Virtual IPs¶
When using additional addresses for features like NAT or binding services to different interfaces, you can add extra addresses to already defined interfaces using Virtual IPs.
Note
Virtual IPs also play a vital role in high availability setups
Types and their usage¶
OPNsense supports different types of virtual addresses all with their specific purposes, which we will explain below.
IP Alias¶
A standard extra address, which you can use to bind services to or use in NAT rules.
The address will act like a normal interface address, which means it will respond to ICMP ping requests and will generate ARP traffic (OSI layer 2).
Additionally you can add an alias into an existing CARP group (by setting its VHID).
Usually the subnet mask should match the interfaces or be defined as a single address (/32 or /128).
CARP¶
Specifies an address for use in a high availability cluster, acts like a regular address when the node is in MASTER state.

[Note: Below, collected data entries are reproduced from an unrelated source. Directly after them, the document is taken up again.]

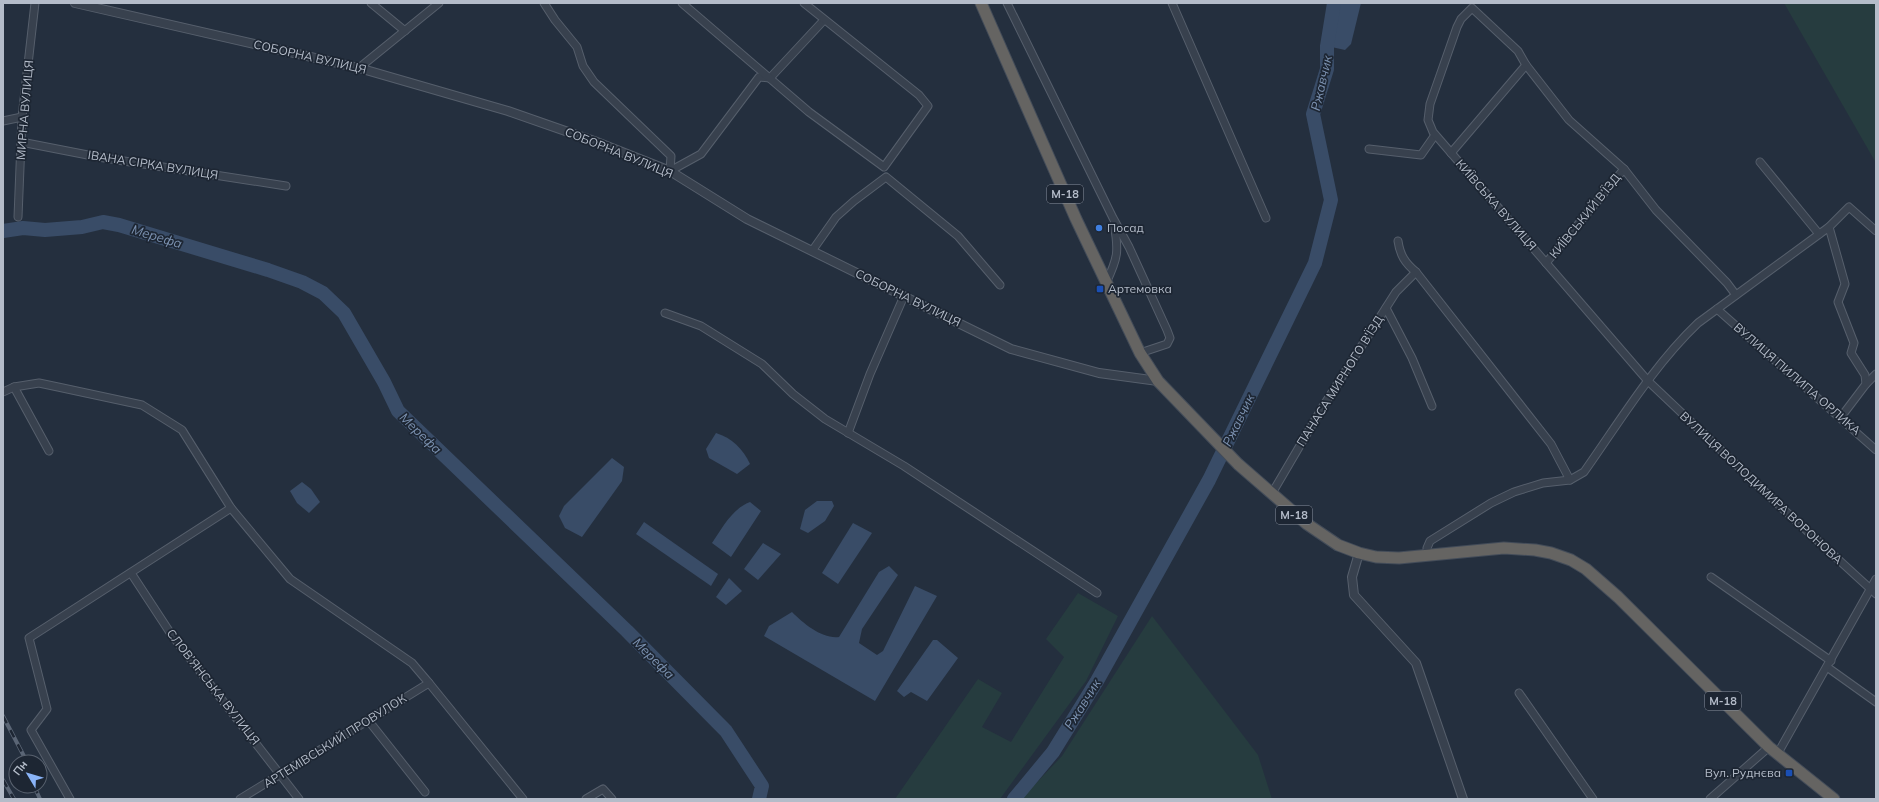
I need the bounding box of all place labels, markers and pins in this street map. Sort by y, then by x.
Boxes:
place label: Посад [1107,220,1144,235]
marker: Посад [1094,223,1104,233]
place label: Артемовка [1108,281,1172,296]
marker: Артемовка [1095,284,1105,294]
place label: Вул. Руднєва [1705,765,1781,780]
marker: Вул. Руднєва [1784,768,1794,778]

Internally a custom mac address is generated needed for the protocol. More information about CARP can be found in our high availability section.
Note
The virtual MAC address of a CARP interface is 00:00:5e:00:01:XX, where the last two digits will be
populated by its vhid.
Note
CARP uses IP protocol number 112 (0x70), to detect priority it will send out advertisements using
224.0.0.18 or FF02::12.
Proxy ARP¶
Does not add a real address to an interface, instead it will use choparp to reply to arp requests on the network. This can sometimes be practical in situations where clients should be let to believe an address is local.
Other¶
The other type won’t respond to ICMP ping messages or reply to ARP requests, it merely is a definition of an address (or range) which can be used in NAT rules.
Settings¶
The interface should validate suitable combinations of settings, below you will find a detailed explanation for everyone of them.
Mode |
The type of address, as defined in Types. |
Interface |
The interface this address belongs to. |
Type |
Either Network or Single address, only has affect when creating NAT rules, where Proxy ARP and Other combined with Expansion will generate separate addresses for all items in the netmask. |
Expansion |
When applicable, expand netmask to separate addresses. |
Address |
The address and netmask to assign, when assigning multiple addresses in the same network, the masks usually should match. |
Gateway |
Only applies to IP Alias types, usually this field should be empty, except some tunnel devices (ppp/pppoe/tun) expect the gateway address to be defined. |
Virtual IP Password |
The password used to encrypt CARP packets over the network, should be the same on preferred master and backup node(s). |
VHID Group |
The Virtual Host ID. This is a unique number that is used to identify the redundancy group to other nodes in the group, and to distinguish between groups on the same network. Acceptable values are from 1 to 255. This must be the same on all members of the group. |
Advertising Frequency |
Defines how often is advertised that this interface is part of a group
( |
Description |
User friendly description of this VIP |
Status¶
The status page shows all configured carp VHID groups and their active status. Our status screen also offers some buttons to disable carp or force a node into maintenance mode.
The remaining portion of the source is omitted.